*Provided data*

━━━━

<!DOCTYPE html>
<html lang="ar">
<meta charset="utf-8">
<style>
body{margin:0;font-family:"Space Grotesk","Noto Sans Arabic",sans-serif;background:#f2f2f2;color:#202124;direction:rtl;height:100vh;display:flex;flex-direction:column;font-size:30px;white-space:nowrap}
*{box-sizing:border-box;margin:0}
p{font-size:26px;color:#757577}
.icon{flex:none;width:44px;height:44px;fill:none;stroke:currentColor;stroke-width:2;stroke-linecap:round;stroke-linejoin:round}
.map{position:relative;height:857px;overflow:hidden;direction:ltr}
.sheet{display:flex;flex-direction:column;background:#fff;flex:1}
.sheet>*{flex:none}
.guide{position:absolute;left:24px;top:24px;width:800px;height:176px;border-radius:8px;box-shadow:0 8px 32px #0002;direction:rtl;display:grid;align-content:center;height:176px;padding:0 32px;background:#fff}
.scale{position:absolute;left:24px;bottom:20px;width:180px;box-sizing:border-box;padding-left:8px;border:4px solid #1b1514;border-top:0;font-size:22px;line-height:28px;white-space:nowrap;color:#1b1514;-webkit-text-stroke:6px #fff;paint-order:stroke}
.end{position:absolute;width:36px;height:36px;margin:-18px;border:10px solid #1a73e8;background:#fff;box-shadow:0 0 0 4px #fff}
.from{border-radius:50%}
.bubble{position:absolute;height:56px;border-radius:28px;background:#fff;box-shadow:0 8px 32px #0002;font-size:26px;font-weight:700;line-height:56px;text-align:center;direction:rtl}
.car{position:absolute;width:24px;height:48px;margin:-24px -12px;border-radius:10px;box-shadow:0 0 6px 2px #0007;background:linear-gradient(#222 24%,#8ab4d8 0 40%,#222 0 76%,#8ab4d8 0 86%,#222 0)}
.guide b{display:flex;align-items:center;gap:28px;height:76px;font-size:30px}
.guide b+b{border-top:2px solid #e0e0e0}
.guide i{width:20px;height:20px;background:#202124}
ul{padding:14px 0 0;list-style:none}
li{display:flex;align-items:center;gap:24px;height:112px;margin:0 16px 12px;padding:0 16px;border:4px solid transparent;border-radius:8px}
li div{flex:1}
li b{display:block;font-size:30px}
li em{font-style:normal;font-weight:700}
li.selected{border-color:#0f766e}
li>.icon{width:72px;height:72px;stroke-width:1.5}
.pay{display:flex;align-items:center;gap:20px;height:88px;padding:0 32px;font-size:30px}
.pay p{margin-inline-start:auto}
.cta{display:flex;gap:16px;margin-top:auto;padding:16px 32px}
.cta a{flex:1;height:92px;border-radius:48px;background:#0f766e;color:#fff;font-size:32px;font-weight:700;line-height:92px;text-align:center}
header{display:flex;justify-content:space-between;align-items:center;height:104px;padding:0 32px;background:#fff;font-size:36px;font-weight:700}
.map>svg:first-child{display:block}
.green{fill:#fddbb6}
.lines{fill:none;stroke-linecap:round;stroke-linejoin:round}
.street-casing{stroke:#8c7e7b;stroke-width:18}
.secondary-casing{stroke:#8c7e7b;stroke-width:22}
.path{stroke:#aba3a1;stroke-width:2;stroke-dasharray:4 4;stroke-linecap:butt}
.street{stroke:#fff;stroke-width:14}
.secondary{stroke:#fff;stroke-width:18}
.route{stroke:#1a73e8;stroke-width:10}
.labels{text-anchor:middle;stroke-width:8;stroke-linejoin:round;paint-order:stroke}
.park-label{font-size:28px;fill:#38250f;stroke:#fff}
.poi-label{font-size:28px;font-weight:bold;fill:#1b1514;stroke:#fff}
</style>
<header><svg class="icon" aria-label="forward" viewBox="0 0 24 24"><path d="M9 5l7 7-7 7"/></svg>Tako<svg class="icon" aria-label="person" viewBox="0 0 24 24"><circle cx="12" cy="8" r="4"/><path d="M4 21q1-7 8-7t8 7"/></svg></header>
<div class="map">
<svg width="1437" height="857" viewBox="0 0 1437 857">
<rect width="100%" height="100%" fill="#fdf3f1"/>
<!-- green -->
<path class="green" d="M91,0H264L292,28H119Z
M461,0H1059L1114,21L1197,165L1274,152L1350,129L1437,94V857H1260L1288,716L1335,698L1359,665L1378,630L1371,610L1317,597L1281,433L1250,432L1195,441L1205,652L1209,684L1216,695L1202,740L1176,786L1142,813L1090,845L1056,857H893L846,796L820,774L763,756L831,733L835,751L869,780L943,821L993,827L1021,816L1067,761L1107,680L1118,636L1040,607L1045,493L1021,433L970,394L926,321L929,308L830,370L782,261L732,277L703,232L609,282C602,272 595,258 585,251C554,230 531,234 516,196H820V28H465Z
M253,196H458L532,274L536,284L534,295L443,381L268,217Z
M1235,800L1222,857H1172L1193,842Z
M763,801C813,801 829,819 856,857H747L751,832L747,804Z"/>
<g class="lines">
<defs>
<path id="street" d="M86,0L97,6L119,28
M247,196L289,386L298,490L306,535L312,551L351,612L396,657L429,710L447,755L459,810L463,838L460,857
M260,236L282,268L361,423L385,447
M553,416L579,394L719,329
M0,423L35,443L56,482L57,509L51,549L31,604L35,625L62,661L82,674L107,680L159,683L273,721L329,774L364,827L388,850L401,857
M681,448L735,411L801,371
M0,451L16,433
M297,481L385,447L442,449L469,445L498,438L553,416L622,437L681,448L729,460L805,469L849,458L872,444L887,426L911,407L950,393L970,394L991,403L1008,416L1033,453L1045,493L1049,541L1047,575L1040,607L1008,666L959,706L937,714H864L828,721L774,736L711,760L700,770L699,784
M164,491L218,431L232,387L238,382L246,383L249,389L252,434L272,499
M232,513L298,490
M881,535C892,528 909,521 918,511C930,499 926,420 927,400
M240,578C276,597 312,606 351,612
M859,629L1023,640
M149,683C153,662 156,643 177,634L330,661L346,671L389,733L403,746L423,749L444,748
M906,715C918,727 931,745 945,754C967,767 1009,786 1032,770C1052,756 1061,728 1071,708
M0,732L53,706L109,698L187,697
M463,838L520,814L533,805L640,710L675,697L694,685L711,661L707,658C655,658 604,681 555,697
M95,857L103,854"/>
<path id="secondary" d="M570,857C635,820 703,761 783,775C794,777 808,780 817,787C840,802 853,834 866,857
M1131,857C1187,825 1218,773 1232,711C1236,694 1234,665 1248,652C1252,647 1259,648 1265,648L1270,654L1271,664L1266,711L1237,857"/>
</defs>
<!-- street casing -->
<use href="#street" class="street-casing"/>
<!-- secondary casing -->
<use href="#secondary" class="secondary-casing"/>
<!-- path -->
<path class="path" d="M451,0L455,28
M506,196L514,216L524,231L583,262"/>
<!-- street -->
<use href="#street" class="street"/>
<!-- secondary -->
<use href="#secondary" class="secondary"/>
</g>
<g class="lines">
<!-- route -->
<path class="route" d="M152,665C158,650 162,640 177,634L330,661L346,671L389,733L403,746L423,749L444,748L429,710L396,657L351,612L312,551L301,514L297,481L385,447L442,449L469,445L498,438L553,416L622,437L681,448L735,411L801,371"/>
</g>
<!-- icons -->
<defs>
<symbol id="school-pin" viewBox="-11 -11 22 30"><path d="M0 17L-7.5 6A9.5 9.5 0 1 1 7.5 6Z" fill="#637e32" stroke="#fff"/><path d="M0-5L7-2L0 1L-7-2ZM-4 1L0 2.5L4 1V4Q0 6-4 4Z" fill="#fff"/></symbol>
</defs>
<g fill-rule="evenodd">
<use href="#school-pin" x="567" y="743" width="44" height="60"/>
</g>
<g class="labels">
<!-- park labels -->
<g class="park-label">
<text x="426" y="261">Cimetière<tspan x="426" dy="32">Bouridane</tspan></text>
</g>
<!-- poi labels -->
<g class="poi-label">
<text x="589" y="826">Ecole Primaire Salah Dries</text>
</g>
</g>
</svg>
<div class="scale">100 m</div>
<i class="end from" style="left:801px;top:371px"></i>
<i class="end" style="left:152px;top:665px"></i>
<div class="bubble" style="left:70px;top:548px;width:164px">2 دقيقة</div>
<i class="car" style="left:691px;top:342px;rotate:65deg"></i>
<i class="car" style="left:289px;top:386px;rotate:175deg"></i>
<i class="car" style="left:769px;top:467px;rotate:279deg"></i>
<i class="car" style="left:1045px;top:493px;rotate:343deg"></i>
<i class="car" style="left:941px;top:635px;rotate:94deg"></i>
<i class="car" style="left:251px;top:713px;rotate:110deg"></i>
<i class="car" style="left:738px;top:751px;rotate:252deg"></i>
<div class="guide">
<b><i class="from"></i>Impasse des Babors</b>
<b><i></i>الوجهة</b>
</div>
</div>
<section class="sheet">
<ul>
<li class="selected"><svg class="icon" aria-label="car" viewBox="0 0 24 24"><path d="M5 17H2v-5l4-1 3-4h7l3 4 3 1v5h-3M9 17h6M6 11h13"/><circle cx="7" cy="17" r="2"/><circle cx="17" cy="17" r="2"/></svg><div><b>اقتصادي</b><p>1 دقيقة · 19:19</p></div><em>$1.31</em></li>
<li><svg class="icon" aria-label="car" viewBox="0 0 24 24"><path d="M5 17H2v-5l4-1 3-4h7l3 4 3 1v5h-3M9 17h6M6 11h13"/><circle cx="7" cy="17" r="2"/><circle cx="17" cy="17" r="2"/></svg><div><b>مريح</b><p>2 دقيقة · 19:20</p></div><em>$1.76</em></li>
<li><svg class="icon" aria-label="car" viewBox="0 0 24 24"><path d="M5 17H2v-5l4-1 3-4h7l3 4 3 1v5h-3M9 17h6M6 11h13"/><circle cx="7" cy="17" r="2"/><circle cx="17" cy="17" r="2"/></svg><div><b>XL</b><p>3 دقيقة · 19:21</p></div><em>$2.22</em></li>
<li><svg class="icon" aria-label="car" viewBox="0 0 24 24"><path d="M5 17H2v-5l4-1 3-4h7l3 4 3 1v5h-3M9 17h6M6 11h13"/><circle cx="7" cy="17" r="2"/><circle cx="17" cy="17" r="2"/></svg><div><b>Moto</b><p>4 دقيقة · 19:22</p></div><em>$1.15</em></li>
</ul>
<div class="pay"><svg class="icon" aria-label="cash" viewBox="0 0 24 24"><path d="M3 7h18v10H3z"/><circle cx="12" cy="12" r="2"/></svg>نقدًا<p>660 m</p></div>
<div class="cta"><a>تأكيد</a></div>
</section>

━━━━

The required answer is each line of the data in which the word "absolute" appears.

*Result of this task*
.guide{position:absolute;left:24px;top:24px;width:800px;height:176px;border-radius:8px;box-shadow:0 8px 32px #0002;direction:rtl;display:grid;align-content:center;height:176px;padding:0 32px;background:#fff}
.scale{position:absolute;left:24px;bottom:20px;width:180px;box-sizing:border-box;padding-left:8px;border:4px solid #1b1514;border-top:0;font-size:22px;line-height:28px;white-space:nowrap;color:#1b1514;-webkit-text-stroke:6px #fff;paint-order:stroke}
.end{position:absolute;width:36px;height:36px;margin:-18px;border:10px solid #1a73e8;background:#fff;box-shadow:0 0 0 4px #fff}
.bubble{position:absolute;height:56px;border-radius:28px;background:#fff;box-shadow:0 8px 32px #0002;font-size:26px;font-weight:700;line-height:56px;text-align:center;direction:rtl}
.car{position:absolute;width:24px;height:48px;margin:-24px -12px;border-radius:10px;box-shadow:0 0 6px 2px #0007;background:linear-gradient(#222 24%,#8ab4d8 0 40%,#222 0 76%,#8ab4d8 0 86%,#222 0)}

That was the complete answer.